Checkouts? Or just light bound branches?
Jan Hudec
bulb at ucw.cz
Fri Jan 27 09:56:39 GMT 2006
On Fri, Jan 27, 2006 at 17:58:39 +1100, Robert Collins wrote:
> On Fri, 2006-01-27 at 07:29 +0100, Jan Hudec wrote:
> > On Fri, Jan 27, 2006 at 08:45:41 +1100, Robert Collins wrote:
> > > On Thu, 2006-01-26 at 22:30 +0100, Jan Hudec wrote:
> > > > On Fri, Jan 27, 2006 at 08:24:29 +1100, Robert Collins wrote:
> > > > > On Thu, 2006-01-26 at 15:15 -0500, Aaron Bentley wrote:
> > > > > > -----BEGIN PGP SIGNED MESSAGE-----
> > > > > > Hash: SHA1
> > > > > >
> > > > > > It somewhat bothers me that checkouts and branches both have the concept
> > > > > > of last-revision. Considering that revision-history is the only concept
> > > > > > that Branches represent, there's a lot of overlap.
> > > > >
> > > > > Hmm. Well Branches represent the sequence, checkouts the point in time,
> > > > > IMO.
> > > >
> > > > When revision-history goes away (as I assume is still the plan), they will be
> > > > the same.
> > >
> > > Not at all: checkouts will still have files on disk that represent the
> > > instant the user is at, branches which are at arbitrary urls will not
> > > have files on disk - though they can generate the content for the
> > > -basis- tree.
> > >
> > > If you wanted to say that Branch will be the basis tree and checkout the
> > > active tree, that might make sense.
> >
> > Sounds like a confusion of terms.
> >
> > What you call 'checkout' already exists, 'Working Tree', is, indeed,
> > differnt thing than a branch. However each working tree needs to know
> > what it's basis is. If it lives alongside a branch (as it always does so
> > far), it's basis is the current revision of that branch.
> >
> > However as far as I understood, 'checkout' was supposed to mean a
> > working tree dislocated from the branch.

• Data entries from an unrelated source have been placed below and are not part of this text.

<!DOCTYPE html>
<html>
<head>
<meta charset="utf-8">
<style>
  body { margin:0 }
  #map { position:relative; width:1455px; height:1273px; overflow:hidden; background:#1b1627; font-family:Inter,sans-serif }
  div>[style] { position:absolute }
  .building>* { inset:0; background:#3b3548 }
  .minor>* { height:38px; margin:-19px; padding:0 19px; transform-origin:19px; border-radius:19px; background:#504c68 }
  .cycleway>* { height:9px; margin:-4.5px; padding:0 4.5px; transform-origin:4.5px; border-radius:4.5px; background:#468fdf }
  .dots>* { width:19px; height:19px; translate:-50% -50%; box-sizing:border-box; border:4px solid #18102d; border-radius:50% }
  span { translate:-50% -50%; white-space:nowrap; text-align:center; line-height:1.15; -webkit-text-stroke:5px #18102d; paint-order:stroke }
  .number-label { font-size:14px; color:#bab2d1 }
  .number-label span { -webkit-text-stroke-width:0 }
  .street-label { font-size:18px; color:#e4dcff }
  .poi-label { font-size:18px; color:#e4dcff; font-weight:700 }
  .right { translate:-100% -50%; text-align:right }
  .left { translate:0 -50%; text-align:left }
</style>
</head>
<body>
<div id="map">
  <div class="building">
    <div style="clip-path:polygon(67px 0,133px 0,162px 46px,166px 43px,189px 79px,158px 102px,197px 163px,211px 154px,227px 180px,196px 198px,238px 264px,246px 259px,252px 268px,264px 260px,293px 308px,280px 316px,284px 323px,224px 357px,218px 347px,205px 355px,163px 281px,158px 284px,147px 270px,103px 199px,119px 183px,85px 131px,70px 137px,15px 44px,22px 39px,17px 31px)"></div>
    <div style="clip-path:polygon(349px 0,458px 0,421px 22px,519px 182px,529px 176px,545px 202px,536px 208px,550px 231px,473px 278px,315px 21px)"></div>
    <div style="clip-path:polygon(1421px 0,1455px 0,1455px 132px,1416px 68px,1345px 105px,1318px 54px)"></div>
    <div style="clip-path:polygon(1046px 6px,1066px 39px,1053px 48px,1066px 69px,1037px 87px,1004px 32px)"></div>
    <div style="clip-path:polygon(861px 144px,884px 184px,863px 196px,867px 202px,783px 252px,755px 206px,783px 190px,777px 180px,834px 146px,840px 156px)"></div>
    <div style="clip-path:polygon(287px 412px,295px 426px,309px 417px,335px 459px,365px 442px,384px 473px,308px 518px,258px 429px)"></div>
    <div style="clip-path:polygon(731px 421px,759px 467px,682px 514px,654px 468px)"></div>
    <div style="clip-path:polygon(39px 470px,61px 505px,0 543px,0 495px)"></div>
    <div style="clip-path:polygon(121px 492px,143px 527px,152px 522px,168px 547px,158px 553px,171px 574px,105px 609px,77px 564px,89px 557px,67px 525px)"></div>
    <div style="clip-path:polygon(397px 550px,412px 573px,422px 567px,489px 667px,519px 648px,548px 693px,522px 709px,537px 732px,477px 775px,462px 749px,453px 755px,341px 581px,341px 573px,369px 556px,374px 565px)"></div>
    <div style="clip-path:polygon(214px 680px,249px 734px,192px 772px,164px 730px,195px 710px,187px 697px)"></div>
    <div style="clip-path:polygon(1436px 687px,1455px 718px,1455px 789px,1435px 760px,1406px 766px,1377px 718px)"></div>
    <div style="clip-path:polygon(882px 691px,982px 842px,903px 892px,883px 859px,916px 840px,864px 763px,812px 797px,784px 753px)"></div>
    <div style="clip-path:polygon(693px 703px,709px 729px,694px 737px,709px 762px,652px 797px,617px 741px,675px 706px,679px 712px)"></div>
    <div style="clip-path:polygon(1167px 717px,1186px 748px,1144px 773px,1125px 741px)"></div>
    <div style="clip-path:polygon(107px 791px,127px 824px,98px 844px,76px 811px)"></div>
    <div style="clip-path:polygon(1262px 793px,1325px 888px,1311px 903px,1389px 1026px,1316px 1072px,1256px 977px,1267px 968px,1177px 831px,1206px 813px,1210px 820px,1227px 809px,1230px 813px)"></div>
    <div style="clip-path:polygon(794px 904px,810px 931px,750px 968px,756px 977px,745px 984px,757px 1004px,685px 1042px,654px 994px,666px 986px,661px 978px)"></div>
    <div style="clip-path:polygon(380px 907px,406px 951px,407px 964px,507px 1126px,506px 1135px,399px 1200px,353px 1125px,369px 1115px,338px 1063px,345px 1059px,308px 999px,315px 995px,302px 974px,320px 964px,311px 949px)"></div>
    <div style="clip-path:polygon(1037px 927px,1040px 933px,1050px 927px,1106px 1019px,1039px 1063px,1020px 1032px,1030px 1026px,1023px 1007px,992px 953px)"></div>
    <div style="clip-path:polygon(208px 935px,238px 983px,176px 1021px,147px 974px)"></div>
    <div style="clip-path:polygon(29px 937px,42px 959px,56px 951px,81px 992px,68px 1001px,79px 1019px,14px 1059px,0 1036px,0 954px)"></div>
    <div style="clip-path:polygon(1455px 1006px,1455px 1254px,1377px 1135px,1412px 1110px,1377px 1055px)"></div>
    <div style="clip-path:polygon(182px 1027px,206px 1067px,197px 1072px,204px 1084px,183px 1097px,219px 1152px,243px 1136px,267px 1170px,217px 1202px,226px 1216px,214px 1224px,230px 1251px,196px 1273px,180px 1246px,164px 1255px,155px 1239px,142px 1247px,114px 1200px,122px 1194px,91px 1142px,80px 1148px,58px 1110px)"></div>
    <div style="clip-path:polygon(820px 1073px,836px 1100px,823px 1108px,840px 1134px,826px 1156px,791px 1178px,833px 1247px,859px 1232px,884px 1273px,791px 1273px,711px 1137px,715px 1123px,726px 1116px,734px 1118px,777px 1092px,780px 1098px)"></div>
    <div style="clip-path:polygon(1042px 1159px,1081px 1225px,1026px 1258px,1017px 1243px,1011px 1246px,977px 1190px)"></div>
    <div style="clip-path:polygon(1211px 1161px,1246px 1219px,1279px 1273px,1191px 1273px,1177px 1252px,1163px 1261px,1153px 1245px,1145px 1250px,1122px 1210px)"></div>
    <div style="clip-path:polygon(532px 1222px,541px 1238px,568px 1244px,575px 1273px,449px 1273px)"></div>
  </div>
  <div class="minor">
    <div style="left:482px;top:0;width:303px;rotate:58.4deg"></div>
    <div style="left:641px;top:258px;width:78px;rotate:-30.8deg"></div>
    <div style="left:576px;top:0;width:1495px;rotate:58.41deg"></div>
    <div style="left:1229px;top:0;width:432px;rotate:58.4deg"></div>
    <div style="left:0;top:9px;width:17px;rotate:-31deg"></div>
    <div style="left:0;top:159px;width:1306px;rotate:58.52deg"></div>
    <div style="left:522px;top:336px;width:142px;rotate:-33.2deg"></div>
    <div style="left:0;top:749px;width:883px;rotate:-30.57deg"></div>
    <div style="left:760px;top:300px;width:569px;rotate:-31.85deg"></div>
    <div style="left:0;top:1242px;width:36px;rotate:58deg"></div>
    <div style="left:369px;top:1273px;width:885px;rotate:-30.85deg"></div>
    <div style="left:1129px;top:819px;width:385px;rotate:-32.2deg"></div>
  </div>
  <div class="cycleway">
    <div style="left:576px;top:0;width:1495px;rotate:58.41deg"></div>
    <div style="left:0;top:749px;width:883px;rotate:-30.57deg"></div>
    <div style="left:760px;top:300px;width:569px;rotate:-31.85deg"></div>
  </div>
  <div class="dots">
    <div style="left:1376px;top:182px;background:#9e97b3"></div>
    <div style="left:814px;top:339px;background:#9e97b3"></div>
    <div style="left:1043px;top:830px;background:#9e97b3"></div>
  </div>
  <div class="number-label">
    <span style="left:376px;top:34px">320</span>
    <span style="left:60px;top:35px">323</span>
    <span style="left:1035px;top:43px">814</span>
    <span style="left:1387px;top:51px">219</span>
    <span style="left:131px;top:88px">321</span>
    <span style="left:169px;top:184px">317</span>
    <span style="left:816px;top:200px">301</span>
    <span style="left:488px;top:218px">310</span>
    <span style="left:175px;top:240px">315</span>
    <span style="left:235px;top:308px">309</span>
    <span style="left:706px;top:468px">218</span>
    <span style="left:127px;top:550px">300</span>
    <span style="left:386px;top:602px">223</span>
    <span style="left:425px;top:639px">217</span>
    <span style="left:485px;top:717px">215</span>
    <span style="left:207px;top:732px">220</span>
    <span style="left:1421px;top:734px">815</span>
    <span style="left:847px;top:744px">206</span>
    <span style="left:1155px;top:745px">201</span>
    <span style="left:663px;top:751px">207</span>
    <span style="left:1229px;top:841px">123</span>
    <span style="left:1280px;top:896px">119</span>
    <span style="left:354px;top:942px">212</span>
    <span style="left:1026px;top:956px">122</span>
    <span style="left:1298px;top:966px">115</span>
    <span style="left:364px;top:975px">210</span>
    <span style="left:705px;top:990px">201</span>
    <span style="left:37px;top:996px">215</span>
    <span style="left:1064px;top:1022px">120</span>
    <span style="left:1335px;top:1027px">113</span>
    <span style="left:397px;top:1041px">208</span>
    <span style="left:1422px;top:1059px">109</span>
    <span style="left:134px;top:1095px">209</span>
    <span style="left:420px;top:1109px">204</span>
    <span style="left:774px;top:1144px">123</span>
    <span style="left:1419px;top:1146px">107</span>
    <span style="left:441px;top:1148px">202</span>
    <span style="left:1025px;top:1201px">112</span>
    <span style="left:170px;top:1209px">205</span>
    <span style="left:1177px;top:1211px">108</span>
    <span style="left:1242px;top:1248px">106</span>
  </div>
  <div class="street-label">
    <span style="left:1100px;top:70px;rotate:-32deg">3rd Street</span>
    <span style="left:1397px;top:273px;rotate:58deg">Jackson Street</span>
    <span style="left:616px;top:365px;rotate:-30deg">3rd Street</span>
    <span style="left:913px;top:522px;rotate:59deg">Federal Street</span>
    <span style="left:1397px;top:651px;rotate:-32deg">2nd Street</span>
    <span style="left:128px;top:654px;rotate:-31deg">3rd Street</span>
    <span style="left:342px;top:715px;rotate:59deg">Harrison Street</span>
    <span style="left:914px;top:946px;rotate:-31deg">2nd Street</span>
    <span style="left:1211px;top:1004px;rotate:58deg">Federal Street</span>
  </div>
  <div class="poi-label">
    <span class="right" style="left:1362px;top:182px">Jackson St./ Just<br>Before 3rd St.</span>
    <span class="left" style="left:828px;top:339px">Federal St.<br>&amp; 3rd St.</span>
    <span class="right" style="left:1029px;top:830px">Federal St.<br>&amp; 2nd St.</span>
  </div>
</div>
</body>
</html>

But because that means there
> > can be several working trees for a single branch, each has to remember
> > which revision it was checked out from. So it's not *just* a WorkingTree
> > - it additionally has a current revision.
> >
> > Now if current revision wholly defines a branch, well, than checkout has
> > a branch. Which means it is no longer dislocated -- and there is no need
> > for the term. It becomes just a bound branch with a working tree and
> > dislocated storage.
>
> What you say has merit. I think another way of saying it is 'A bound
> branch with a working tree and misplaced storage *is* a checkout'.
>
> If we allow such a beast to exist (I have no problem with that), and do
> not give working trees their own persistent 'last revision' marker (I'm
> still thinking about this), then having the specific term checkout is
> still useful, if only as a shorthand - 'I found a bug in
> bound-branches-with-working-trees-and-misplaced-storage' is unwieldy :)
Yes, as a shortcut (and because people are used to it from CVCS) the
term is useful.
But not having a special object for it (and not giving working tree it's
own last revision marker) should make the code quite a bit simpler.
Both displaced storage (for repositories) and bound branches are planed
anyway, so when they together give us checkouts, it's less work to do.
(It will make repositories behave slightly differently, because you
won't be required to actually keep any branches inside the repository).